Good Ground In Disguise
Mark 4:8
But
other seed fell on good ground and yielded a crop that sprang up,
increased and produced: some thirtyfold, some sixty, and some a hundred.”
I read an
excerpt from a book by Brian Cavanaugh, a Franciscan priest, who tells a story
about when he was in seminary. He and
some friends wanted to plant a small vegetable garden in an empty patch of
ground in back of the seminary. It was
an old dirt-covered hard-packed parking lot.
They asked the head of the seminary if they could use a sunny corner of
the plot to put the garden in. The old
gentleman looked at the hard-packed dirt and gave permission, saying, 'You're
wasting your time. Nothing will ever grow there! But, go ahead if you still
want to.''
They found a
pick-ax and a rake and a shovel and raked four inches of stones into neat walls
outlining the garden. One of them swung
the pickax and struck what must have been a former refuse area. It was a gardener's dream: dark, composted, fertile soil just sitting
there waiting to be discovered under that dusty, hard-packed top. They looked at each other and smiled and said
in unison, 'Ah, nothing will grow there.'
Their garden did grow. They
harvested fresh, plump veggies out of it that fall. What looked dusty and dead on top had really
been rich ground for growing.
I have known
some people much like that dusty, hard-packed parking lot. They looked like unlikely soil to sow the
Gospel to. Yet they have, indeed,
received the Gospel with gladness and yielded much fruit. Worried about who you’re sowing the Gospel
to? Think that person is just a
hard-packed, dusty parking lot where nothing will grow? Worried about spiritual crop failure? Sow those seeds anyway! Plant seeds where you can as often as you
can. All you see is the surface; you can’t
see what lies just under the surface. If
Brother Cavanaugh and his fellow students had listened to the head of the
seminary they would not have enjoyed fresh vegetables that fall. They would never have had the satisfaction of
seeing the tender young plants shoot up through the soil and grow in mature plants.
Another story,
and I do this from memory, was a patch of ground in back of a neighbor’s house
on the dead-end street I grew up on.
They decided to plant a garden in a marshy area of their back yard. It was thick with weeds and had many small
trees growing in random there. They didn’t
have tools to properly prepare the ground so they cultivated what they could
and planted their garden in patches.
They grew a small but fruitful garden.
They harvested tomatoes and cukes and potatoes that were big and ripe
and good tasting. Most of the neighbors
told them not to bother planting there but they went and planted anyway and
their efforts paid off with a good crop.
Did you see a
dusty patch of ground in your mind when you read this?
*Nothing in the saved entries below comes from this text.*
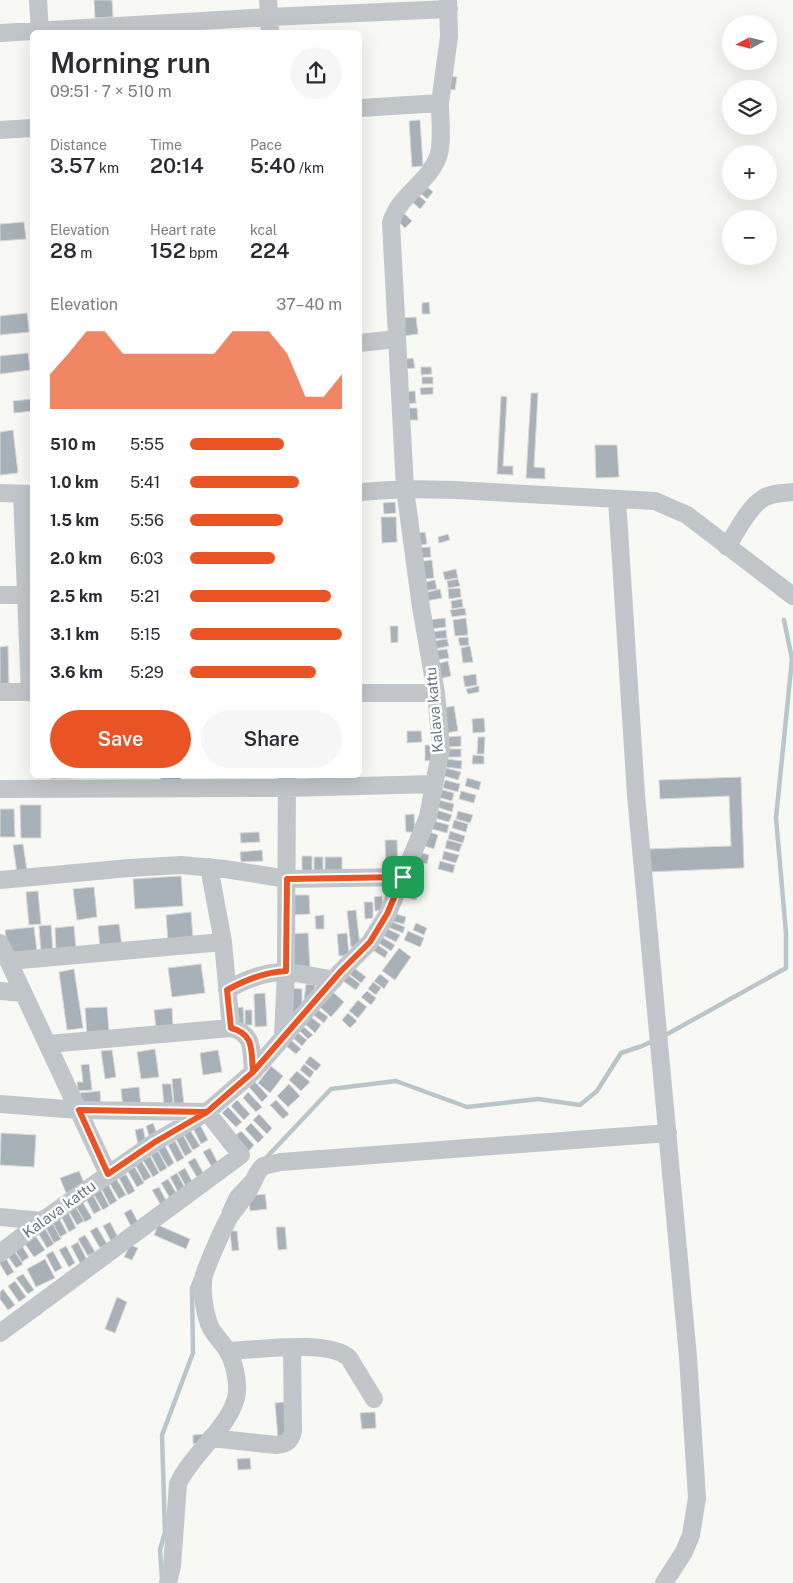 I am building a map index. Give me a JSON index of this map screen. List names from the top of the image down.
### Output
{
  "streets": {
    "street": ["Kalava kattu"]
  },
  "north": "left",
  "page": {
    "map_buttons": ["+", "−"],
    "heading": ["Morning run", "09:51 · 7 × 510 m"],
    "stats": [
      ["Distance", "3.57 km"],
      ["Time", "20:14"],
      ["Pace", "5:40 /km"],
      ["Elevation", "28 m"],
      ["Heart rate", "152 bpm"],
      ["kcal", "224"]
    ],
    "chart": ["Elevation", "37–40 m"],
    "list": [
      {
        "name": "510 m",
        "note": "5:55"
      },
      {
        "name": "1.0 km",
        "note": "5:41"
      },
      {
        "name": "1.5 km",
        "note": "5:56"
      },
      {
        "name": "2.0 km",
        "note": "6:03"
      },
      {
        "name": "2.5 km",
        "note": "5:21"
      },
      {
        "name": "3.1 km",
        "note": "5:15"
      },
      {
        "name": "3.6 km",
        "note": "5:29"
      }
    ],
    "buttons": ["Save", "Share"]
  }
}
Sow seeds there. Do you see a weed-covered patch of ground? Sow your seeds there. Only God can make the seeds grow but they won’t
grow if you don’t sow.
Don’t expect God
to give increase where you haven’t done any work. “O Lord God, we want more souls to come to
our church!” Well, if you really want
that then go plant seeds so God can give us a harvest.
Stephen Cram March 23, 2014
Daniel 1:8
But Daniel purposed in his heart that he would not defile
himself with the portion of the king’s delicacies, nor with the wine which he
drank; therefore he requested of the chief of the eunuchs that he might not
defile himself.
Visit my pastor’s blog at http://pastorjonrhinehart.blogspot.com/.
Join Pastor Jon Tuesday nights at 6:30 for Praise Chapel
TV at http://www.ustream.tv/channel/praise-chapel-tv
.
Unless otherwise noted all Scripture is from the New King
James Version of the Bible.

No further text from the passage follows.